L’attitude de la direction laisse entrevoir les pires scénarios pour l’entreprise, entre suppressions d’emplois, casse des métiers et disparitions de rédactions.
Les journaux communs « grandes régions » (une aberration éditoriale) devraient se poursuivre jusqu’au 10 mai au moins. Pour les équipes de France 3, c’est l’incompréhension : les antennes peuvent parfaitement s’organiser pour tourner avec les mesures sanitaires nécessaires.
Or, avec ce système de « journaux grandes régions », les couacs se multiplient, avec de nombreux exemples d’actualités non couvertes, surtout lorsque ces événements ont lieu dans l’antenne qui ne pilote pas le JT du jour.
Le contenu de nos éditions est parfois affligeant, la hiérarchie de l’information incompréhensible ou inexistante. Les sujets sont sans intérêt pour une grande partie des téléspectateurs, car tournés à des centaines de kilomètres de chez eux. On est loin de la promesse éditoriale de proximité.
Pourquoi ne pas avoir maintenu des éditions d’information par antenne, quitte à ce que des sujets mutualisés soient intégrés dans les conducteurs ? Pourquoi maintenir aussi longtemps une offre dégradée, alors que nous entrons dans une période électorale avec des régionales et des départementales ?
Pourquoi, si ce n’est pour habituer les salariés et notre public à l’affaiblissement définitif de l’information de proximité ?
Les équipes de reportage ne peuvent remplir leur mission d’information, faute de temps d’antenne disponible pour l’actualité de leurs régions. Un immense gâchis. Hélas, certaines directions régionales annoncent déjà le prolongement des journaux grandes régions pendant l’été ou pendant les week-ends, confirmant ainsi la volonté première de faire surtout des économies.
L’incohérence est tout aussi flagrante pour les sites web. Dans certaines rédactions, jusqu’à 10 journalistes se voient planifiés sur le numérique. Simplement pour remplir les tableaux de service. Parce qu’en télétravail, sans matériel adapté, sans les applications indispensables, parfois sans formation, il est difficile de travailler. Quel manque de considération pour le développement du numérique !
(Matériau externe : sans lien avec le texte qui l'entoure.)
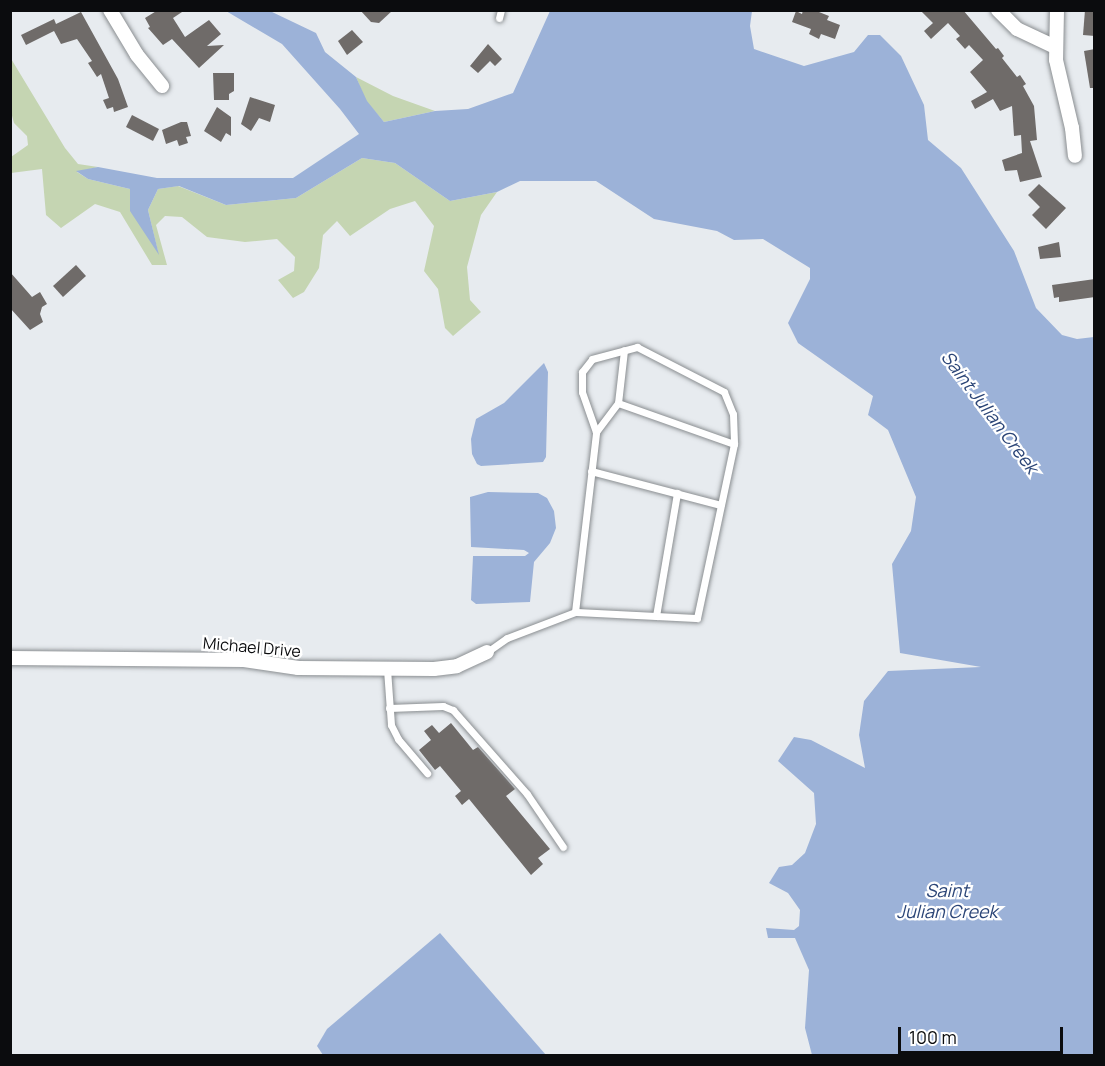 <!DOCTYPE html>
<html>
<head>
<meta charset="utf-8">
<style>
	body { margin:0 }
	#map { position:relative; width:1105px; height:1066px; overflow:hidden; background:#e7ebef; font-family:Manrope,sans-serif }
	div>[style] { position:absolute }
	.green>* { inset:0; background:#c5d5b2 }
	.water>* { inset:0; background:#9cb2d8 }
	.building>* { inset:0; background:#6f6b69 }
	.roads { filter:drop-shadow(0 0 2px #8a8e91) drop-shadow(0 0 2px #8a8e91) }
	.service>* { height:7px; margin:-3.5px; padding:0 3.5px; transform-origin:3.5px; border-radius:3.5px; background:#fff }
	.minor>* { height:14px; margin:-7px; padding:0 7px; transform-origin:7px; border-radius:7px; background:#fff }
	span { translate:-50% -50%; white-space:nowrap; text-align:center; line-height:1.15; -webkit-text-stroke:4.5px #fff; paint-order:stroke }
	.street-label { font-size:16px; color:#0b0c0e }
	.water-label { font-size:18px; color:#2b4577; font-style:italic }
	.frame { position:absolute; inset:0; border:12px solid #0b0c0e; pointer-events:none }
	.scale { position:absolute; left:898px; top:1027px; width:165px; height:27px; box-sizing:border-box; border:3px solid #0b0c0e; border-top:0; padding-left:8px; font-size:18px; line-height:21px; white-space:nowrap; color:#0b0c0e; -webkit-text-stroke:4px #fff; paint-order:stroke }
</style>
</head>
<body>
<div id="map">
	<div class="green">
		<i style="clip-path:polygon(10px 57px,65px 148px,78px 164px,98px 167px,77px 172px,88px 179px,130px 189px,158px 252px,148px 210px,158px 189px,178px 186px,226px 205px,296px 198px,362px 158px,395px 163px,450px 201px,497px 192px,481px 215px,467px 267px,470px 300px,481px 312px,453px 336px,445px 328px,438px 289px,424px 271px,434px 226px,415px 201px,390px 209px,350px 236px,337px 221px,323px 235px,319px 268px,304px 292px,293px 298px,278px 280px,294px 271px,295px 257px,277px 239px,245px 242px,207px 237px,182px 217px,165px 216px,156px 225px,167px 265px,152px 265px,120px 212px,95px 204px,61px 228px,46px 215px,42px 169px,11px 173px,11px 157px,28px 145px,27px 136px,14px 123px,11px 112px)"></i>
		<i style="clip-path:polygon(356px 77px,393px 96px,435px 111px,384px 122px,366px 101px)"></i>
	</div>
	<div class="water">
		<i style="clip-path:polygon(226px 11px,270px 11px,316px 33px,325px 52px,356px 77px,367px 101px,384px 122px,435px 111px,468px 109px,513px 93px,550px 11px,752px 11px,750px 26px,754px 49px,804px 66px,854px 52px,868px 35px,880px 35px,901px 56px,924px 105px,928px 140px,961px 168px,1014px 251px,1036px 308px,1062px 335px,1077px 339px,1094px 337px,1094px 1055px,812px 1055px,805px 1028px,809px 970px,795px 938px,768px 938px,766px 928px,794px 930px,799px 926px,800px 910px,788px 893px,769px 883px,779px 867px,792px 865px,805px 853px,816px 824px,814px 793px,778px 761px,794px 737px,811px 740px,865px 768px,859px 735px,864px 701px,888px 671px,981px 667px,900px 653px,892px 564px,911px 531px,916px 497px,888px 430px,868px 415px,873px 396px,798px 343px,788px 323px,810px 279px,810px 268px,763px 239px,734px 240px,717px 231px,654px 219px,596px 181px,520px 181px,497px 192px,450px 201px,395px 163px,362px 158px,296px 198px,226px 205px,179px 186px,158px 189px,148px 210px,159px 255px,130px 211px,130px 189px,88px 179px,76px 171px,98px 167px,157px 178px,293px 178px,359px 134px,340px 109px,282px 44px)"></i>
		<i style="clip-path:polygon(544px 363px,548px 372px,546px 457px,543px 462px,481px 466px,477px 464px,472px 454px,471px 439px,476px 419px,504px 403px)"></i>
		<i style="clip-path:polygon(488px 492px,538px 493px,547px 498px,554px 511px,556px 528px,550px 543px,534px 562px,530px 602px,476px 604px,471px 600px,473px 556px,525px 556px,529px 553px,524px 550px,471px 547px,470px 497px)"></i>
		<i style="clip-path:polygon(440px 933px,546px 1055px,323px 1055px,317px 1046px,327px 1029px)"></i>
	</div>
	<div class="building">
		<i style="clip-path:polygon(158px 10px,185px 10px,173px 18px,185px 37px,209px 20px,221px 34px,207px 46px,224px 45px,199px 68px,172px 39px,163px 45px,148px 28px,150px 27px,145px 18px)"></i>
		<i style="clip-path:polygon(360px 10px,393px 10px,379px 23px,371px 22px)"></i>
		<i style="clip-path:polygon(803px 10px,814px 10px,829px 16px,827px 20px,840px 25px,835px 39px,821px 34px,819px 39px,809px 34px,811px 29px,792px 22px,796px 11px,802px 14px)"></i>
		<i style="clip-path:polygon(920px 10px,963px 10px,996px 49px,998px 48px,1004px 56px,1002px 58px,1017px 77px,1020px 75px,1026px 84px,1023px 86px,1034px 106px,1037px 140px,1030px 141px,1042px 177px,1020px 182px,1017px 170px,1005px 171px,1002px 160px,1022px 153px,1021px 135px,1014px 136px,1012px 106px,1000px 111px,993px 99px,975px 109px,971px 101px,987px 92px,970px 72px,983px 60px,969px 45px,965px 49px,956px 39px,960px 36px,948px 23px,931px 39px,924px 31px,933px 23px)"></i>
		<i style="clip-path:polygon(1085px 10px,1095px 10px,1095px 36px,1083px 35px)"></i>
		<i style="clip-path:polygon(81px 12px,118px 79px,128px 107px,114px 112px,113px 107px,107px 109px,103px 100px,109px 98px,101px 74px,97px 77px,88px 63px,92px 61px,77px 39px,61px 44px,54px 31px,26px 45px,21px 35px,54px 19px,56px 24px)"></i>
		<i style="clip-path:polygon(352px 30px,363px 42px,347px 55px,338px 41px)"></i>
		<i style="clip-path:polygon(488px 44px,502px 59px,495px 66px,490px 61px,478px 73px,470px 66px)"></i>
		<i style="clip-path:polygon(1095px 49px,1095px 88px,1090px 88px,1084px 51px)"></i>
		<i style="clip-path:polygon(213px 73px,234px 73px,234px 91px,229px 94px,229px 100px,214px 100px)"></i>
		<i style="clip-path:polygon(250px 97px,275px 105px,270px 122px,259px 118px,251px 131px,241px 124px)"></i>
		<i style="clip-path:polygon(217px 107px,231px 117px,231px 136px,226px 133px,221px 142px,204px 131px)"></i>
		<i style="clip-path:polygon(132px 115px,159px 129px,153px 141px,126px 127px)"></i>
		<i style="clip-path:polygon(181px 122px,187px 122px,191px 136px,186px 137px,188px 143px,179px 146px,177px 140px,166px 144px,162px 130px)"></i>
		<i style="clip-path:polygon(1039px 184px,1066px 208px,1046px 229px,1032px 215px,1040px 207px,1028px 195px)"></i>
		<i style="clip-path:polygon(1059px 242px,1061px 257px,1040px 259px,1038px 247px)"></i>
		<i style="clip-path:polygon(76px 265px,86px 276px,63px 297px,53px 286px)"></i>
		<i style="clip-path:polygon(10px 272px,32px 297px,40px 292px,47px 304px,42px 307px,40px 314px,43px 322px,30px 330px,10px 308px)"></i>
		<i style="clip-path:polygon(1095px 279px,1095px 297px,1059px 302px,1059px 297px,1054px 298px,1052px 285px)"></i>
		<i style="clip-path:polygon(451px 723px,473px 750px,478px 747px,515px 789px,506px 796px,550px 849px,538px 858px,543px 864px,531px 875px,469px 799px,462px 805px,455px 796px,461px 791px,440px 766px,435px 770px,419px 750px,431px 740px,424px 731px,432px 725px,439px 733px)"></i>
	</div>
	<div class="roads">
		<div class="service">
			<i style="left:499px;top:18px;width:8px;rotate:-76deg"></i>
			<i style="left:618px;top:403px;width:123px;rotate:19.5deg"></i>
			<i style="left:596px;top:432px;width:36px;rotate:-53deg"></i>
			<i style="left:618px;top:403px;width:53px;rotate:-83.5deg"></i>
			<i style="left:591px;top:471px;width:134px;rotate:14.7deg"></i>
			<i style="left:656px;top:616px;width:125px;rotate:-80.3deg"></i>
			<i style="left:487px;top:652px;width:24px;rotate:-35deg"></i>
			<i style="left:507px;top:638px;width:73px;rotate:-20.9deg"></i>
			<i style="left:575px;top:612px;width:181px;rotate:-83.3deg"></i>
			<i style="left:596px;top:432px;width:42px;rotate:-109.3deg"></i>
			<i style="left:582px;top:392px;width:20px;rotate:-90deg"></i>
			<i style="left:582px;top:372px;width:16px;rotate:-52deg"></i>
			<i style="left:592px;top:359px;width:47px;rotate:-14.9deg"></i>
			<i style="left:637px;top:347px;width:98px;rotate:27.3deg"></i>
			<i style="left:724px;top:392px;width:24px;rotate:68deg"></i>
			<i style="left:733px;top:414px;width:30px;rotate:88deg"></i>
			<i style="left:734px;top:444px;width:178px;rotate:102deg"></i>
			<i style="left:697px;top:618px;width:122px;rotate:-177.2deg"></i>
			<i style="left:387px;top:669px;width:56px;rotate:85.9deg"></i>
			<i style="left:391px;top:725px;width:16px;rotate:63deg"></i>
			<i style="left:398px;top:739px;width:45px;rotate:49.5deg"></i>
			<i style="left:389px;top:708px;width:54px;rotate:-2.1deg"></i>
			<i style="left:443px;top:706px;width:11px;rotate:22deg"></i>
			<i style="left:453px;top:710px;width:112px;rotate:48.6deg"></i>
			<i style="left:527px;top:794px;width:64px;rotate:55.8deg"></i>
		</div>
		<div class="minor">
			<i style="left:110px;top:10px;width:52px;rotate:59deg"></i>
			<i style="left:137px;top:55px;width:40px;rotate:51deg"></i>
			<i style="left:998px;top:10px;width:27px;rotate:45deg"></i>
			<i style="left:1017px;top:29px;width:42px;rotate:25.3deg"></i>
			<i style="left:1057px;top:10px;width:50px;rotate:91.1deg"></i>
			<i style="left:1056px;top:60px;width:70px;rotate:76.8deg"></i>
			<i style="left:1072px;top:128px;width:28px;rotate:84deg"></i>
			<i style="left:10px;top:658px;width:234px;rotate:0.5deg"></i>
			<i style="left:244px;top:660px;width:55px;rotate:8.4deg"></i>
			<i style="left:298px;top:668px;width:136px;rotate:0.4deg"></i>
			<i style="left:434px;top:669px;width:23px;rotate:-7deg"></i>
			<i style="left:457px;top:666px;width:33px;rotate:-25deg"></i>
		</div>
	</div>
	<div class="street-label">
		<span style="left:252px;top:647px;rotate:5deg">Michael Drive</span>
	</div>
	<div class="water-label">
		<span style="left:990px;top:412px;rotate:53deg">Saint Julian Creek</span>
		<span style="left:947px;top:901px">Saint<br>Julian Creek</span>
	</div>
	<div class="frame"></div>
	<div class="scale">100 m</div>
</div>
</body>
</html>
Au Siège, les conditions de travail imposées par la direction posent aussi question. Régie et plateau communs aux JT de France 2 et France 3 resteront la règle jusqu’à mi-mai. Une organisation qui rend très complexe l’enchaînement des plateaux, dans le respect des règles sanitaires.
« Tout le Sport », le JT quotidien des sports sur France 3, est diffusé en version très dégradée. Plus d’accès au plateau, pas de régie disponible, c’est donc une bobine assemblée vers 19h00 qui est programmée à 20h45, avec enregistrement des lancements du présentateur en milieu d’après-midi !
Les équipes font du mieux possible mais ce dispositif n’est pas adapté à l’information sportive. Nous sommes régulièrement en retard sur l’actu : « Tout le Sport » doit revenir en direct au plus vite.
Dans les stations ultramarines, notamment à la Réunion, en Guadeloupe et en Guyane, le nombre d’arrêts de travail a fortement augmenté. Les échanges sont difficiles entre cadres et équipes opérationnelles. Les ordres, suivis de contre-ordres, les réformes, entreprises sans aucune concertation avec le personnel, déstabilisent les équipes et augmentent considérablement les risques psychosociaux.
Partout dans l’entreprise, le travail à domicile a trop souvent été imposé, parfois au-delà du raisonnable.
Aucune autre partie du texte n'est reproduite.